Strong tornadoes roam the Midwest plains, leaving a trail of destruction

Science

Yesterday (May 28) a powerful tornado flashed out of Kansas City, killing one person and injuring at least a dozen others. It was one of several tornadoes that destroyed parts of the United States last month.

On the western edge of Kansas City, the damage was extensive: Tornadoes ripped through the roof of the house, broke trees and power lines, and threw debris into the streets which are now impassable, according to The Kansas City Star. According to the star, around 13,000 people are without electricity in the region.

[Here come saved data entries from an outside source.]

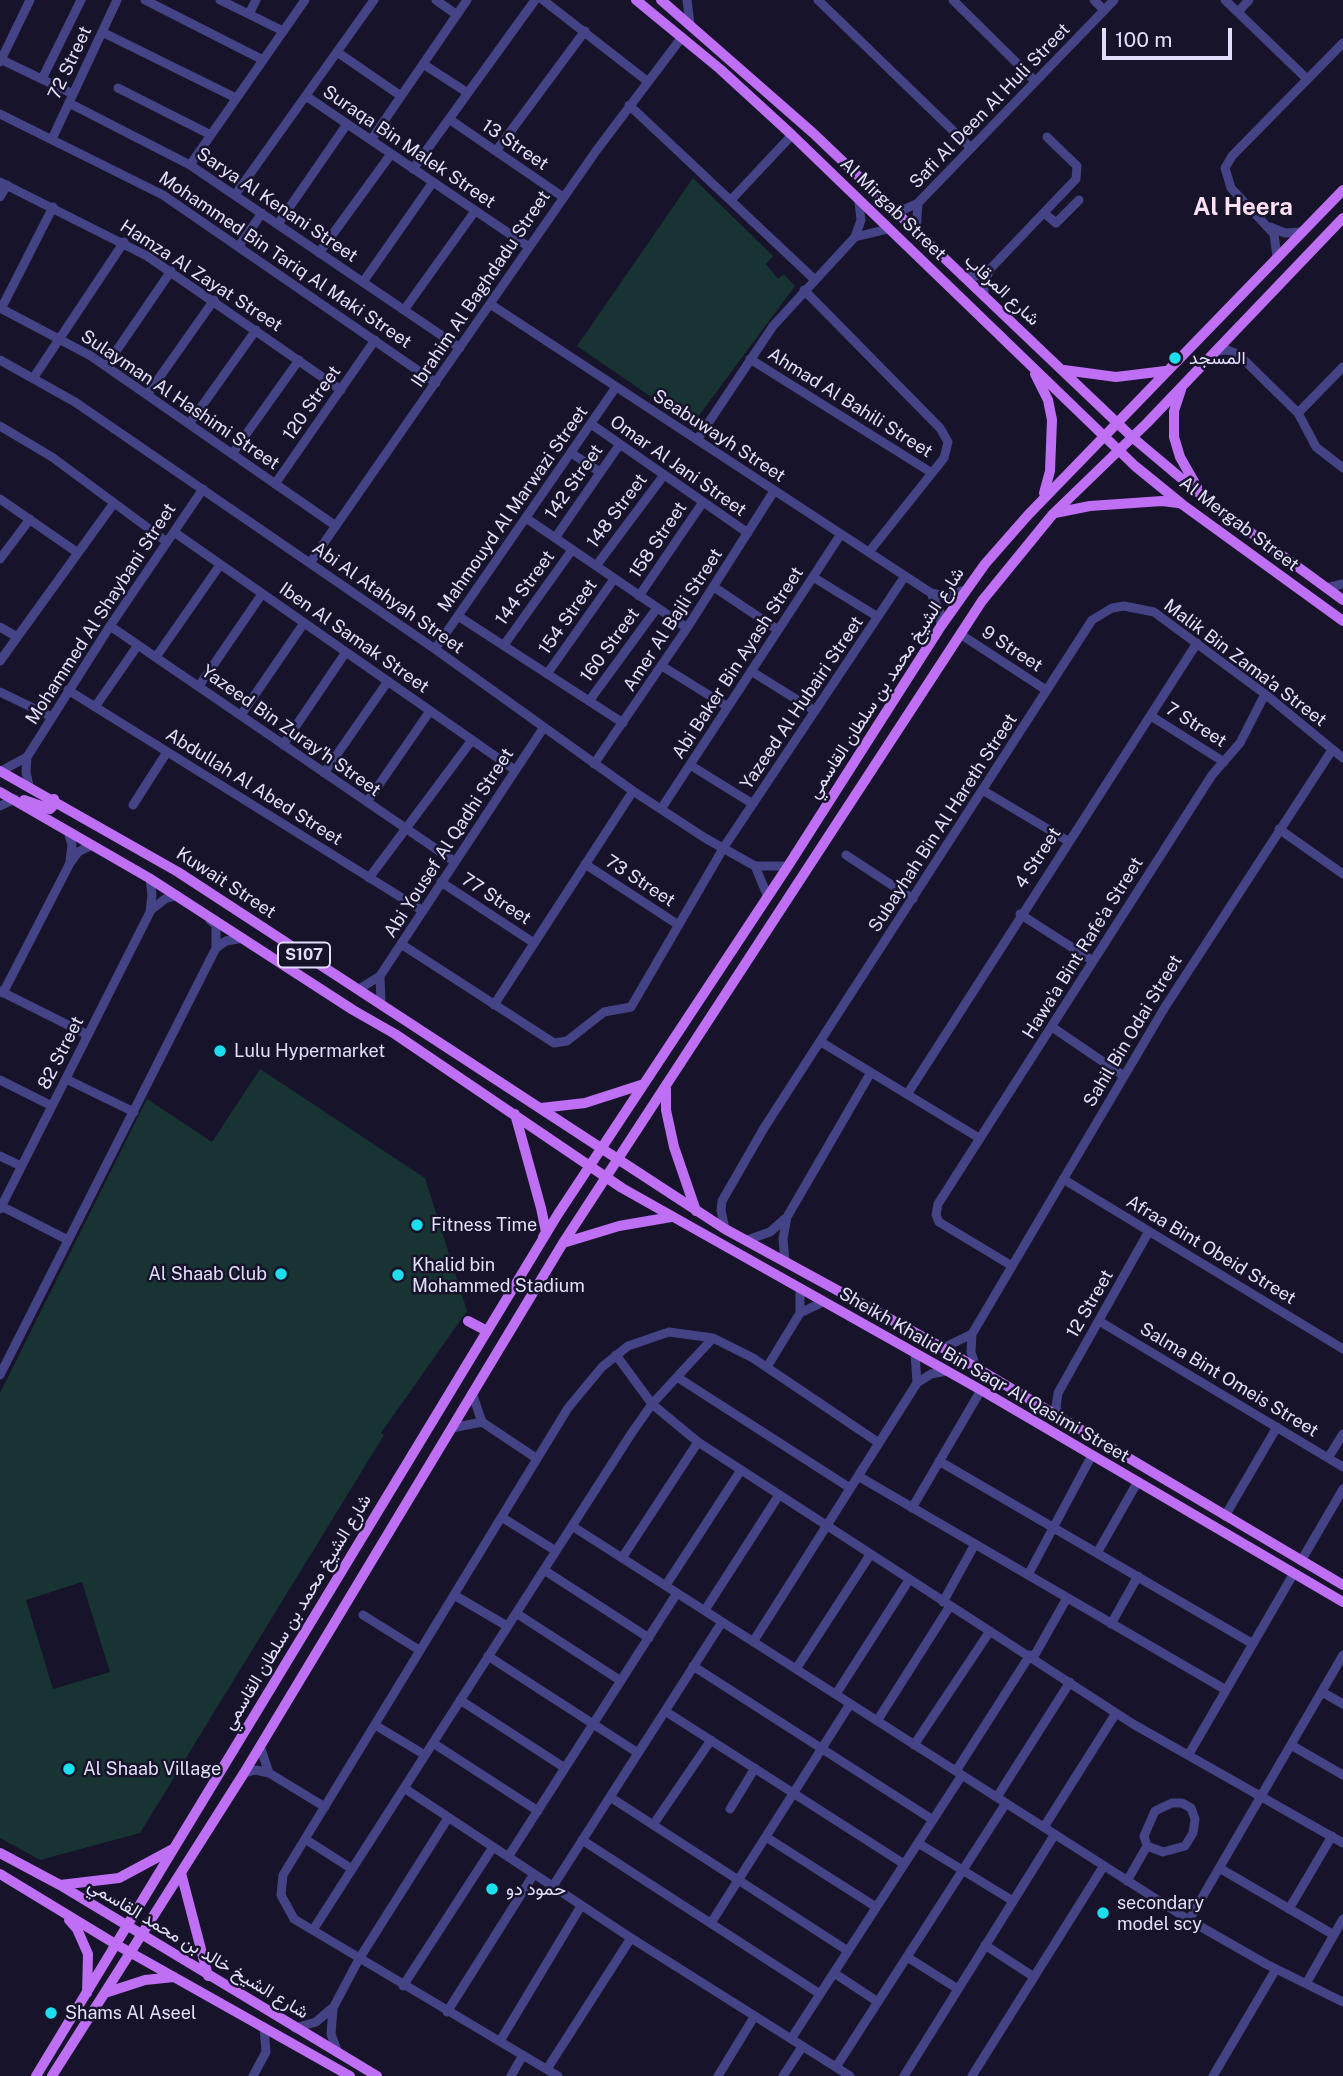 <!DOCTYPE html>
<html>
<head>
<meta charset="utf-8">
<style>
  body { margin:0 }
  #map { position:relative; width:1343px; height:2076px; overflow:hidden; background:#17132a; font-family:"Public Sans",sans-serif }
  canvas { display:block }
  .scale { position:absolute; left:1102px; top:28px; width:130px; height:32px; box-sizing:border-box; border:4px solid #e1dffc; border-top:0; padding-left:9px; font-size:21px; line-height:24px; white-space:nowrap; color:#e1dffc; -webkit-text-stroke:5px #17132a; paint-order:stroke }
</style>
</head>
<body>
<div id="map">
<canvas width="1343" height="2076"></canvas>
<div class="scale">100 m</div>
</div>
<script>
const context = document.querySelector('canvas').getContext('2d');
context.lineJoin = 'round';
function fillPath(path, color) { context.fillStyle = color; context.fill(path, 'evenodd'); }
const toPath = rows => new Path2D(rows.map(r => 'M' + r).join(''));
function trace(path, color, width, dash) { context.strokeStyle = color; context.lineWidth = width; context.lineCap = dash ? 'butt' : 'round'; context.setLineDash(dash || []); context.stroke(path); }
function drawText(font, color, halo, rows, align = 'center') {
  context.font = font + ' "Public Sans",Vazirmatn,sans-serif'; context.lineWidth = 5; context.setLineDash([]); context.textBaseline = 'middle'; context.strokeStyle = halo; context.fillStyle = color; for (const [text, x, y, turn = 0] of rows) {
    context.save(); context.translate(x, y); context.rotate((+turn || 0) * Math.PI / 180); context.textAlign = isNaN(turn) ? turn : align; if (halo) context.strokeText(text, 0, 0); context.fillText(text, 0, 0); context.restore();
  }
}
const green = toPath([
  [693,178,773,256,766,264,778,279,784,274,795,286,692,425,577,346],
  [260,1069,425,1178,467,1311,381,1433,384,1435,140,1833,40,1860,0,1838,0,1393,147,1099,212,1142],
  [82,1582,110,1672,53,1689,26,1600]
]);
const minor = toPath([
  [145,0,263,60],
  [220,0,283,31],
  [436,0,457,15],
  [543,0,647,81],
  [687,0,690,24],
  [818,0,971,148],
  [953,0,1035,81],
  [1094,0,1104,10],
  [1225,0,1307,79],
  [1238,12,1249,0],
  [249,14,256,0],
  [102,32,236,98],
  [337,52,401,96],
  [0,59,73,94],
  [0,62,30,0],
  [423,64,468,93],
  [42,79,81,0],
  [118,88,211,135],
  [306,96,529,247],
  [69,103,190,165,460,348],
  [629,105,814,279],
  [0,114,163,195,436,383],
  [449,119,563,197],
  [52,139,117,0],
  [371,140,467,0],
  [496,151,585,31],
  [190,165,305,0],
  [413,169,535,0],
  [0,182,147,256,341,390],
  [235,195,374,0],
  [0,197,7,185],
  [731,200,792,135],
  [892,209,905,209,918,203,1114,0],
  [1044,213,1056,223,1079,200],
  [278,224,347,124],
  [1270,227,1285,233,1302,232],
  [916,232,918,203],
  [855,237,888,229],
  [239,246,262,213],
  [319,253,391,154],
  [1277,257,1274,234,1231,188,1225,168,1232,156,1343,43],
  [962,276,977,276,991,268,1076,179,1077,166,1047,137],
  [363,282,433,182],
  [804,290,940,428,948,442,944,458,869,552],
  [984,297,984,282,990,270],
  [490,304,931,593,945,596,965,590],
  [0,308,91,356,336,526],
  [1,309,53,207],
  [404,310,475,211],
  [1216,351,1228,350,1239,355,1298,413,1316,447,1343,468],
  [750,359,932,473],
  [0,360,75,402,435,649,633,791,705,838,755,866,788,866],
  [106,366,171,271],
  [34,377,124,242],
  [147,395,214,300],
  [1298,413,1343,367],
  [189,424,256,330],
  [591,424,748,533],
  [0,426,52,457,167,542],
  [697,440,773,326,855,237,861,220,859,202],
  [571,453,600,472],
  [232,454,299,360],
  [275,484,375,340],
  [0,499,78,553],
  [526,518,687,628],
  [174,532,515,770],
  [555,538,620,444],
  [0,559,30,519],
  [310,563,596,151,682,37],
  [596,566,664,475],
  [813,577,878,617],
  [714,587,778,630],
  [1326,588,1343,584],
  [931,593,940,612,941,626],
  [639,596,703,502],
  [458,616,623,723],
  [110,626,455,862],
  [0,627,17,637],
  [960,634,1046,690],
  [504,645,572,550],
  [435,649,616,387],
  [156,657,220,565],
  [0,661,114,503],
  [662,666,728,707],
  [751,671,815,711],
  [547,674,614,579],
  [199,686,262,594],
  [68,690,423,911],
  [0,692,52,717],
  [589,701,657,608],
  [95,707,138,645],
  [241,715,304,623],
  [1151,716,1224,762],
  [283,745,346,652],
  [27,757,26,772,29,786],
  [594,764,687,628,774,491],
  [690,765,753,804],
  [1,771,27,757,110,626,203,489],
  [324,773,388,681],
  [984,791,1068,841],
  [367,802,430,711],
  [133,805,167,752],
  [0,806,15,799],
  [661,809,841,534],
  [1279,829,1343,874],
  [68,831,72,845,70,861],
  [846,855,913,899],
  [585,864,677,924],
  [755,866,768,897],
  [369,878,472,740],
  [441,882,534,943],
  [151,910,165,899,177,895],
  [1020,914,1093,961],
  [401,944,554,1043,567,1041,604,1012,631,1007,724,847,905,576],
  [216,948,226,941,243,938],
  [380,976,381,1003],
  [359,989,380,976,544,727],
  [0,991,88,1035],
  [3,993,70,863,78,852,92,845],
  [494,1005,633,791],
  [1052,1027,1124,1076],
  [821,1042,979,1138],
  [66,1079,134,1112],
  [0,1080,52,1106],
  [908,1093,1197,643],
  [0,1156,21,1166],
  [1063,1179,1343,1349],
  [1,1206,68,1240],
  [0,1209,150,912,152,895,150,879],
  [725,1229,721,1210,722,1201,764,1128,1092,620,1112,608,1124,606,1154,612,1265,694,1343,758],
  [747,1240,770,1232,786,1218],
  [785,1261,783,1239,787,1217,870,1074],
  [1012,1266,939,1222,936,1215,938,1204,1212,775,1240,743,1265,694],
  [800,1313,823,1302],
  [1099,1321,1343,1467],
  [943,1348,972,1334],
  [915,1353,917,1383],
  [616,1355,652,1404,698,1442,1133,1724,1343,1843],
  [767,1367,800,1313,800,1290],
  [976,1368,971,1352,972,1334,1165,1007,1332,750],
  [0,1375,216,948,216,925,210,920],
  [677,1377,850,1488],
  [472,1393,482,1422,536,1458],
  [1060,1418,1056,1407,1058,1393,1149,1231],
  [452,1428,482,1422],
  [1328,1458,1343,1434],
  [939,1461,1253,1644],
  [858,1476,1226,1690],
  [912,1508,981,1390],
  [1225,1516,1277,1427],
  [503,1518,556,1551],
  [572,1526,1189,1920,1266,1964,1343,2002],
  [1097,1553,1137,1483],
  [622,1558,698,1442],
  [1301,1561,1343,1489],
  [544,1570,649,1638],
  [1028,1575,1091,1457],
  [666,1585,741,1470],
  [454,1595,507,1626],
  [943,1602,975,1544],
  [705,1610,779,1495],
  [516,1613,621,1681],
  [363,1615,419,1650],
  [1111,1624,1138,1576],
  [753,1642,917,1383,931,1374,947,1371],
  [488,1656,638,1753],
  [1033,1658,1067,1598],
  [693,1666,933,1820],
  [796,1669,870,1555],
  [1322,1692,1343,1704],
  [836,1694,909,1580],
  [460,1700,565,1768],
  [665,1711,904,1864],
  [877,1721,950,1606],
  [375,1725,425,1755],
  [433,1743,538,1811],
  [914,1745,990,1631],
  [1291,1745,1343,1775],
  [260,1746,269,1773],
  [1189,1754,1294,1573],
  [956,1771,1030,1655],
  [244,1773,256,1770,269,1773,325,1807],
  [404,1788,631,1938,850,2076],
  [610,1797,848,1951],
  [997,1797,1070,1682],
  [730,1809,755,1768],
  [653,1825,711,1740],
  [1044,1827,1116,1713],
  [766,1837,876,1907],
  [305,1839,352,1869],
  [582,1840,820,1994],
  [918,1843,1013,1901],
  [508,1857,677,1593],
  [1221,1869,1334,1935],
  [1127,1881,1147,1846,1144,1836,1155,1811,1172,1803,1182,1803,1191,1808,1195,1819,1193,1833,1185,1846,1163,1852,1147,1846],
  [553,1886,722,1622],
  [1289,1909,1332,1836],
  [1189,1920,1343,1655],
  [711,1923,850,1704],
  [313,1930,631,1434,652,1404,713,1338],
  [985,1945,1034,1977],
  [907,1957,958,1989],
  [834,1973,878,2002],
  [1307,1982,1343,1919],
  [403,1986,493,1847],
  [447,2012,534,1874],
  [295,2028,316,2022,331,2009],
  [791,2039,962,1775],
  [500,2041,581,1906],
  [338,2053,331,2034,333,2008,359,1959,448,1818],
  [836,2067,1006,1803],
  [547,2069,631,1938],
  [253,2076,266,2052,264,2027],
  [511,2076,523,2055],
  [558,2076,294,1919,281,1895,283,1875,568,1408,602,1367,628,1346,669,1332,713,1338,753,1358,879,1443],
  [718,2076,754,2017],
  [783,2076,802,2047],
  [904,2076,1055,1834],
  [972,2076,1103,1867],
  [1213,2076,1276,1969]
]);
const major = toPath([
  [636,0,720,69,792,135,1135,466,1183,505,1343,621],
  [661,0,813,133,1132,437,1213,505,1343,600],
  [1064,370,1116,377,1165,371],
  [1035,374,1048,400,1052,420,1050,471,1044,493],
  [1181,390,1174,411,1174,437,1180,457,1197,487],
  [1055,513,1090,506,1162,501,1178,503],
  [0,771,178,872,725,1229,943,1348,1343,1585],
  [0,792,149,878,353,1010,395,1034,622,1188,981,1390,1343,1602],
  [24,800,50,809,55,804,54,799],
  [666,1089,666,1110,674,1147,696,1211],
  [541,1108,585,1103,644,1084],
  [515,1114,541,1208,546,1232,543,1237],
  [563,1243,619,1226,671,1217],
  [468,1321,487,1331],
  [0,1853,60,1885,377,2076],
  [181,1873,208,1976],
  [0,1874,117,1945,350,2076],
  [60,1885,119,1878,173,1849],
  [69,1920,77,1929,88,1954,87,1993],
  [105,1993,145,1980,174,1977],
  [36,2076,558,1214,788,866,941,626,985,564,1028,515,1343,190],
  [52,2076,244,1773,563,1243,982,601,1053,514,1147,423,1343,218]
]);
const markers = [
  [1175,358,7,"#1cdeec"],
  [220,1051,7,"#1cdeec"],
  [417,1225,7,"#1cdeec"],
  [281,1274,7,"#1cdeec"],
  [398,1275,7,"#1cdeec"],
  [69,1769,7,"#1cdeec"],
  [492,1889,7,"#1cdeec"],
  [1103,1913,7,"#1cdeec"],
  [51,2013,7,"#1cdeec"]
];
const shields = [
  [304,955,52]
];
const shieldNames = [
  ["S107",304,955]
];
const streetNames = [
  ["72 Street",70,63,-65],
  ["Safi Al Deen Al Huli Street",990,106,-46],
  ["13 Street",515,145,34],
  ["Suraqa Bin Malek Street",409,147,34],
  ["Sarya Al Kenani Street",277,205,34],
  ["Al Mirgab Street",893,209,44],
  ["Mohammed Bin Tariq Al Maki Street",285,260,34],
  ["Hamza Al Zayat Street",201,276,33],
  ["Ibrahim Al Baghdadu Street",481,289,-56],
  ["شارع المرقاب",1002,290,43],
  ["Sulayman Al Hashimi Street",180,400,34],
  ["120 Street",312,403,-55],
  ["Ahmad Al Bahili Street",850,403,32],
  ["Seabuwayh Street",719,436,33],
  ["Omar Al Jani Street",678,466,35],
  ["142 Street",574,482,-55],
  ["Mahmouyd Al Marwazi Street",513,509,-55],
  ["148 Street",617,511,-53],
  ["Al Mergab Street",1239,524,37],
  ["158 Street",658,540,-56],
  ["144 Street",525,588,-54],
  ["Abi Al Atahyah Street",388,598,35],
  ["Mohammed Al Shaybani Street",101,614,-57],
  ["154 Street",568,617,-55],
  ["Amer Al Bajli Street",673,620,-57],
  ["Iben Al Samak Street",354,638,35],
  ["160 Street",610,645,-54],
  ["9 Street",1012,649,33],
  ["Abi Baker Bin Ayash Street",738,663,-57],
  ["Malik Bin Zama'a Street",1245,663,37],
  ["شارع الشيخ محمد بن سلطان القاسمي",886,683,-57],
  ["Yazeed Al Hubairi Street",802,703,-56],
  ["7 Street",1196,725,32],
  ["Yazeed Bin Zuray'h Street",291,731,35],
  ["Abdullah Al Abed Street",254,787,32],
  ["Subayhah Bin Al Hareth Street",943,823,-57],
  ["Abi Yousef Al Qadhi Street",449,843,-57],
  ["4 Street",1038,858,-57],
  ["73 Street",640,881,33],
  ["Kuwait Street",226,883,33],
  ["77 Street",496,899,33],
  ["Hawa'a Bint Rafe'a Street",1083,948,-58],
  ["Sahil Bin Odai Street",1133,1031,-59],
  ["82 Street",61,1053,-63],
  ["Afraa Bint Obeid Street",1211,1250,31],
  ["12 Street",1090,1304,-60],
  ["Sheikh Khalid Bin Saqr Al Qasimi Street",984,1375,30],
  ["Salma Bint Omeis Street",1229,1380,31],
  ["شارع الشيخ محمد بن سلطان القاسمي",297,1612,-59],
  ["شارع الشيخ خالد بن محمد القاسمي",198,1949,31]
];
const poiNames = [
  ["المسجد",1189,358],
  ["Lulu Hypermarket",234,1051],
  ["Fitness Time",431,1225],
  ["Khalid bin",412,1265],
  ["Mohammed Stadium",412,1286],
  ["Al Shaab Club",267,1274,"right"],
  ["Al Shaab Village",83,1769],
  ["حمود دو",506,1889],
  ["secondary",1117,1903],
  ["model scy",1117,1924],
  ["Shams Al Aseel",65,2013]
];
const districtNames = [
  ["Al Heera",1243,208]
];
fillPath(green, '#173332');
trace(minor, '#434385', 9);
trace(major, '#be6ff3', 10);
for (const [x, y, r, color] of markers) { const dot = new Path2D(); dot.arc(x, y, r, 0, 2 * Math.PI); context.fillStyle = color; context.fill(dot); trace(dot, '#17132a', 2.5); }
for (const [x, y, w] of shields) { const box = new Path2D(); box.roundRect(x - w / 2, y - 12.5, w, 25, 5); context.fillStyle = '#17132a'; context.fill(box); trace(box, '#e1dffc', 2); }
drawText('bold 16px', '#e1dffc', null, shieldNames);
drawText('18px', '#e1dffc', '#17132a', streetNames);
drawText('18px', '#e1dffc', '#17132a', poiNames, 'left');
drawText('bold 24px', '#fce1f3', '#17132a', districtNames);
</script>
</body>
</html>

On Monday (May 27) night several tornadoes with wind speeds of up to 225 km / h headed to parts of Ohio and Indiana, killing one person and injuring at least 130 people and damaging dozens of homes. .

Although tornadoes are common in these areas, especially this season – tornadoes tend to peak in the southern United States in May and June – the number and strength of this tornado in Ohio is extremely strong, Andy Hatsos, estimates the time to Serve National Time in Wilmington , Ohio, said at the time.

In fact, although the frequency of tornado outbreaks does not increase, the number of tornadoes in each epidemic, and the number of days with many tornadoes increases, according to NBC News. The average number of tornadoes in the past two weeks has been twice as large as the average long-term tornado in each epidemic, they said.

But it is not clear what is being driven. Climate change makes weather events more extreme, but the exact role it plays in the destruction of the past few weeks is difficult to decompose. However, climate change leads to an increase in average sea surface temperatures, which, according to NBC News, can cause instability in the atmosphere, a major component of tornadoes.

This month’s hurricane hours extend to the East Coast, including Pennsylvania and New York. These are just a few of the more than 500 warnings this month, according to CNN.